Othello is most likely thinking of killing Cassio to maintain his position as the governor of Cyprus. Desdemona is wondering why Othello is angry at her and why he slapped her; she does not understand the reason. Lodovico, Desdemona's cousin, may also be thinking Othello is very different from what is told about him.
This scene demonstrates an internal conflict (person vs self) where Othello is doubting himself to be the man for Desdemona and whether they should actually be married despite their races. It impacts the drama by giving a reason for Othello to leave Desdemona and propelling Iago's scheme. A reason Othello thinks his wife if cheating on him is when Iago explains to Othello that the missing handkerchief Desdemona was unable to give to her husband was seen to be in Cassio's possession instead, which caused Othello to hate him. By doubting how suitable a husband he is, Othello may be leaving his wife sooner than expected. In addition, Iago's scheme includes making Othello leave Desdemona and trust the villain more instead of her.

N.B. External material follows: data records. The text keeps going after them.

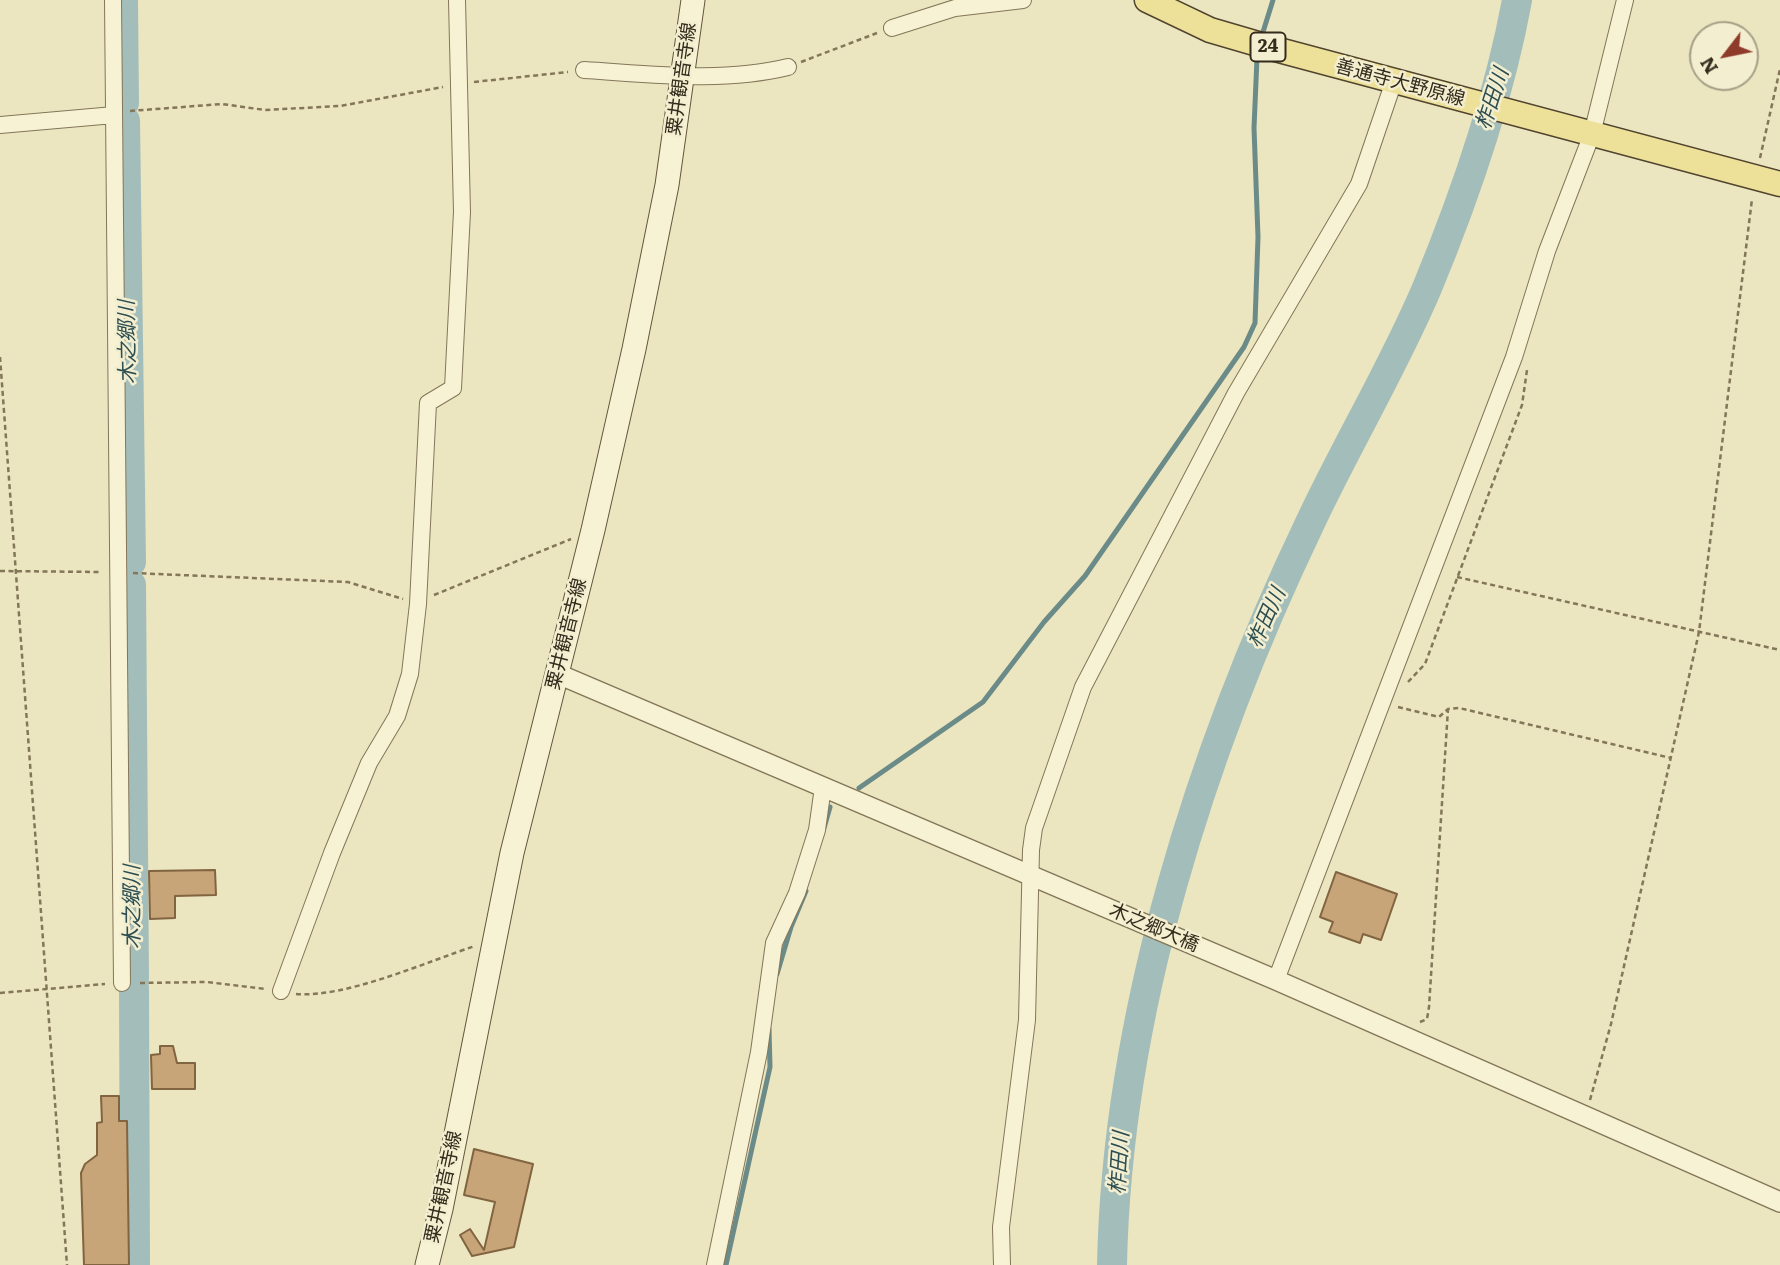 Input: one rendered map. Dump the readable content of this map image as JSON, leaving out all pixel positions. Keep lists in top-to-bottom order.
{
  "streets": {
    "main road": ["24", "粟井観音寺線", "善通寺大野原線"],
    "street": ["木之郷大橋"]
  },
  "crossings": [
    ["粟井観音寺線", "木之郷大橋"]
  ],
  "water": ["柞田川", "木之郷川"],
  "north": "bottom left"
}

Othello is wondering whether he should be the right husband for Desdemona, as he notices the differences between himself and other courtiers who would have been better for her. He notices the contrasting race colors, the manners needed to be a man, and the age difference between him and Desdemona. Emilia and Desdemona enter the room after Othello finishes his soliloquy.

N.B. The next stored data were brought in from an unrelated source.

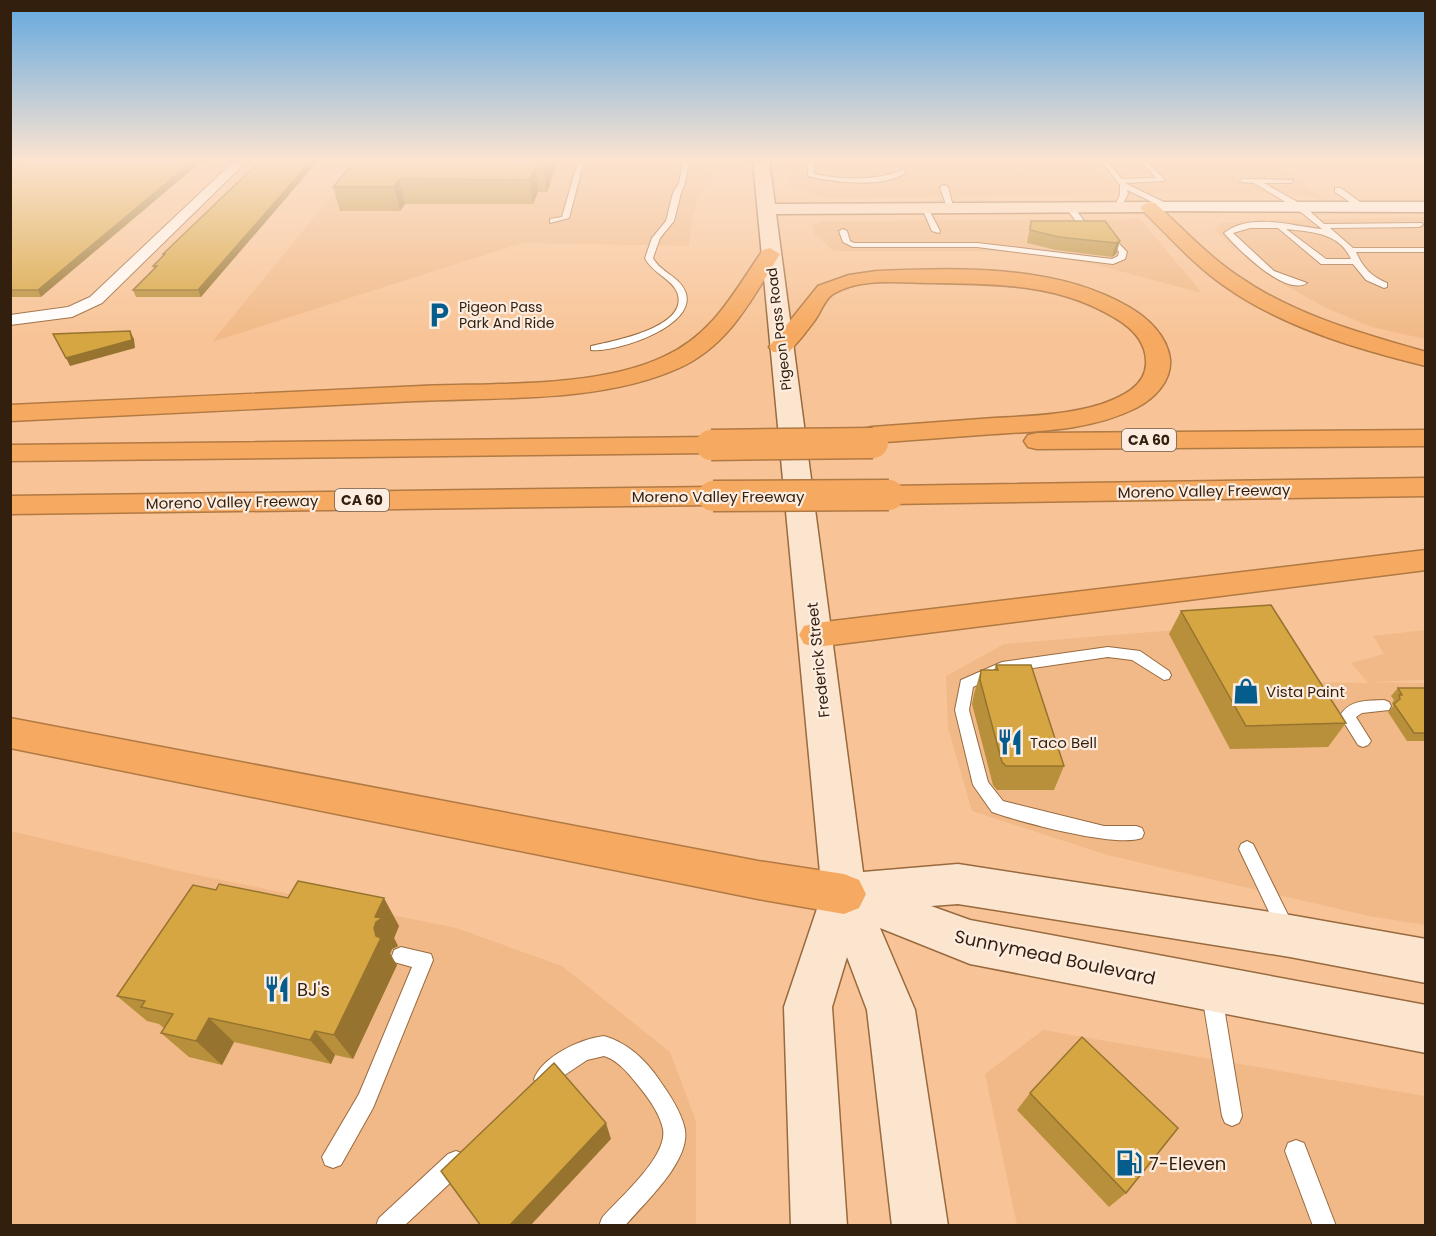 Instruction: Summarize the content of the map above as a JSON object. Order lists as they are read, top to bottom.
{
  "streets": {
    "highway": ["CA 60", "Moreno Valley Freeway"],
    "main road": ["Pigeon Pass Road", "Frederick Street", "Sunnymead Boulevard"]
  },
  "crossings": [
    ["Pigeon Pass Road", "Frederick Street"],
    ["Frederick Street", "Sunnymead Boulevard"]
  ],
  "places": {
    "parking": ["Pigeon Pass Park And Ride"],
    "shop": ["Vista Paint"],
    "restaurant": ["Taco Bell", "BJ's"],
    "fuel station": ["7-Eleven"]
  }
}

Othello is changing; he hates Cassio now because of the logical reasonings Iago gave to him. Iago is proud of his own actions, as his plan is going quite smoothly.
This scene, where Othello is "testing" Iago for the Lieutenant position by commanding him to kill Cassio within the next three days, demonstrates an external conflict (person vs person). It will propel the drama by propelling Iago's plan, and perhaps the loss of a character would affect the story in the future. Othello orders Iago to kill Cassio, which would be a win-win situation for them both; Othello would get to keep Desdemona to himself, and Iago would be Lieutenant without Cassio in the way to get back at him. However, in Act IV, Iago orders Roderigo to get his hands dirty instead of his own.